- Gilesgate Location within County Durham
- Population: 6,746 (2021)
- Unitary authority: County Durham;
- Ceremonial county: County Durham;
- Region: North East;
- Country: England
- Sovereign state: United Kingdom
- Post town: DURHAM
- Postcode district: DH1
- Dialling code: 0191
- Police: Durham
- Fire: County Durham and Darlington
- Ambulance: North East
- UK Parliament: City of Durham;

= Gilesgate =

Gilesgate is a street and an eastern inner suburb of Durham in County Durham, England. The street was once the main eastern route into Durham City. It runs east from the end of Claypath on the edge of Durham City centre, steeply uphill to Gilesgate Moor where it splits into Sunderland Road and Sherburn Road. As a suburb, Gilesgate is only loosely defined. Administratively at a local scale, it is split between the Elvet and Gilesgate Ward of the City of Durham parish, the Gilesgate Moor Ward of Belmont and an unparished area between the two. The Gilesgate Moor and Old Durham Middle Layer Super Output Area, approximating most of what is called Gilesgate, had a population at the 2021 census of 6746.

==History==
Gilesgate was originally the main street in a settlement associated with the Hospital of St Giles which was sited by the existing St Giles Church. Its Medieval name was Gillygate, and it developed as a "long deeply banked street" down from the moor and the church to the city, which by the eighteenth century was lined with houses.

During the 19th century, several collieries were built in and around Gilesgate and Gilesgate Moor. To the eastern end of Gilesgate and the west end of the Moor, a mining settlement called New Durham was built; this name is now largely lost but some of the village remains. At its other western end nearer to the city centre Gilesgate train station was opened in 1844 as a terminus on a branch of the Newcastle and Darlington Junction Railway, but served passengers for only 13 years; it remained open as a goods station however until 1966.

Through the nineteenth century, housing extended further east along both Sunderland Road and Sherburn Road, connecting the mining villages of Gilesgate Moor with Gilesgate and blurring the borders between the two. Additional housing was constructed along the Sherburn Road in the 1930s, including the Sherburn Road Estate, built to house residents from the slums of Framwelgate. Following the Second World War, a further council housing estate was constructed north of the Sunderland Road with the streets taking the names of war leaders and local recipients of the Victoria Cross. After many of the collieries closed, the suburb became largely residential, though some industrial buildings were developed in the Dragonville area.

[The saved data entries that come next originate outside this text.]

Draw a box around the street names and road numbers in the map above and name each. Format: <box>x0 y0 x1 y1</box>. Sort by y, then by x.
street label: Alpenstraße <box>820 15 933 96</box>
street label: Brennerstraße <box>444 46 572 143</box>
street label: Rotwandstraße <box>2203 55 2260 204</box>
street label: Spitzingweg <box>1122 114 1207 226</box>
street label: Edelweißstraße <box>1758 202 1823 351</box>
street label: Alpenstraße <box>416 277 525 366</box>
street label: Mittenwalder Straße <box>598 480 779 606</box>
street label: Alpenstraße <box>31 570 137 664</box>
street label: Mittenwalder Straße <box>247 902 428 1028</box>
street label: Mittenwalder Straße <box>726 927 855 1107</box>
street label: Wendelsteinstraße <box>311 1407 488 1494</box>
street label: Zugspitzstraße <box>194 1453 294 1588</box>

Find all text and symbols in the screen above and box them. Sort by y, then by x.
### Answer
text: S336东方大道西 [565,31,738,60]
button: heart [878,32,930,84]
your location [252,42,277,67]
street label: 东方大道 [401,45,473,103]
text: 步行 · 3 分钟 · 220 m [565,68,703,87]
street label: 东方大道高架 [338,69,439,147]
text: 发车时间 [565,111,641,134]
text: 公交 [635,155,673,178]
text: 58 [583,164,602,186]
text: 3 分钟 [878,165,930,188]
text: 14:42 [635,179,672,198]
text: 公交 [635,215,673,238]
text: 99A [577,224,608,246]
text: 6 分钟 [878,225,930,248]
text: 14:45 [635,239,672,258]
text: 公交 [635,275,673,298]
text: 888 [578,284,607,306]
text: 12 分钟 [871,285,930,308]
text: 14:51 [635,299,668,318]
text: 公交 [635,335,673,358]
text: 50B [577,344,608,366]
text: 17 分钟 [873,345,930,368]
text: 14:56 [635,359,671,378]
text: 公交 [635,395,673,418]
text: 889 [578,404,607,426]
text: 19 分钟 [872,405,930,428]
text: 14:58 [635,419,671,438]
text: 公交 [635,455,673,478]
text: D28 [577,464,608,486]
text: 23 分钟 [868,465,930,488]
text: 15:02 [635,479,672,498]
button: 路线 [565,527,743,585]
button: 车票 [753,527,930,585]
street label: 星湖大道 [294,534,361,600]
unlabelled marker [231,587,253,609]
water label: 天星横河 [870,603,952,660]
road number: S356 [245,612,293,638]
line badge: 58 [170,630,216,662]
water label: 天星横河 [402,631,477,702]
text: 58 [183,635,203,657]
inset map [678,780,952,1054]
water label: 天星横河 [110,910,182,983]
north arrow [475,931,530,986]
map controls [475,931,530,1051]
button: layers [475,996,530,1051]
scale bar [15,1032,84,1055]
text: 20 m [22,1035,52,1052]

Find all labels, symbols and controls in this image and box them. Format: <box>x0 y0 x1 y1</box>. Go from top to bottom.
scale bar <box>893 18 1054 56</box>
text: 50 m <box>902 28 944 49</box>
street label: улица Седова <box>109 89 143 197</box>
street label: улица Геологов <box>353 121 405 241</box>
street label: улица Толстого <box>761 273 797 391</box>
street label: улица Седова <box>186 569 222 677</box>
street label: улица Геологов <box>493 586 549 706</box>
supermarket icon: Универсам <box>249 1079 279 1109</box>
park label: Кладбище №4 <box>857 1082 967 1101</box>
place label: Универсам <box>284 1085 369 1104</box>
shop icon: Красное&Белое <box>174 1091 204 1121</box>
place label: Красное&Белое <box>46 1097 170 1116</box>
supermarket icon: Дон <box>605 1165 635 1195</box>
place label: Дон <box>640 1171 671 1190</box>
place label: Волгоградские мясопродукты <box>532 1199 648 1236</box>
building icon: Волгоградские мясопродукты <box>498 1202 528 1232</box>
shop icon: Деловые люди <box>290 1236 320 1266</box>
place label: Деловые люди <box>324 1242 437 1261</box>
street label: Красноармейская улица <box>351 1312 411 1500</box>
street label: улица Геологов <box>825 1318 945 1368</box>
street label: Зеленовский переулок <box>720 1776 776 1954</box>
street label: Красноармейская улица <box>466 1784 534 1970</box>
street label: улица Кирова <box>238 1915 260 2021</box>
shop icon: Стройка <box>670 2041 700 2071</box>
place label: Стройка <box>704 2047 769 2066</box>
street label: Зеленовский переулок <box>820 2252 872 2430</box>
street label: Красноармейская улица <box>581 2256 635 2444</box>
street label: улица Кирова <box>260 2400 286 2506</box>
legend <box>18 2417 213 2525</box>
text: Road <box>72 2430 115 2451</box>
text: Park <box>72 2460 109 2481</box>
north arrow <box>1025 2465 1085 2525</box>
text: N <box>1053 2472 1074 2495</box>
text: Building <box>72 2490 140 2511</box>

Gilesgate was divided in two by the construction of the A690 and the demolition of a number of houses, pubs and shops at the foot of Gilesgate Bank to construct a roundabout. The road used the old railway line to Gilesgate station to provide quick access to the A1 Motorway, with a new cutting to the city centre requiring significant demolition.

==Facilities==
Gilesgate is now a suburb of Durham and has a wide range of shops such as a Tesco Extra and a number of pubs, including New Durham Club and the Queens Head.

The historic parish church of St Giles is a grade I listed building, with the Roman Catholic church of St Joseph located on Mill Lane. Durham City Baptist Church, nestled in Edge Court (established in 1949, built in 1959), provides a community-focussed hub that works with many churches and organisations in the area. Local primary schools include Gilesgate, Laurel Avenue, St Hilds (Church of England) and St Joseph's (Roman Catholic). Gilesgate also has two retail parks, Dragonville and Durham retail parks.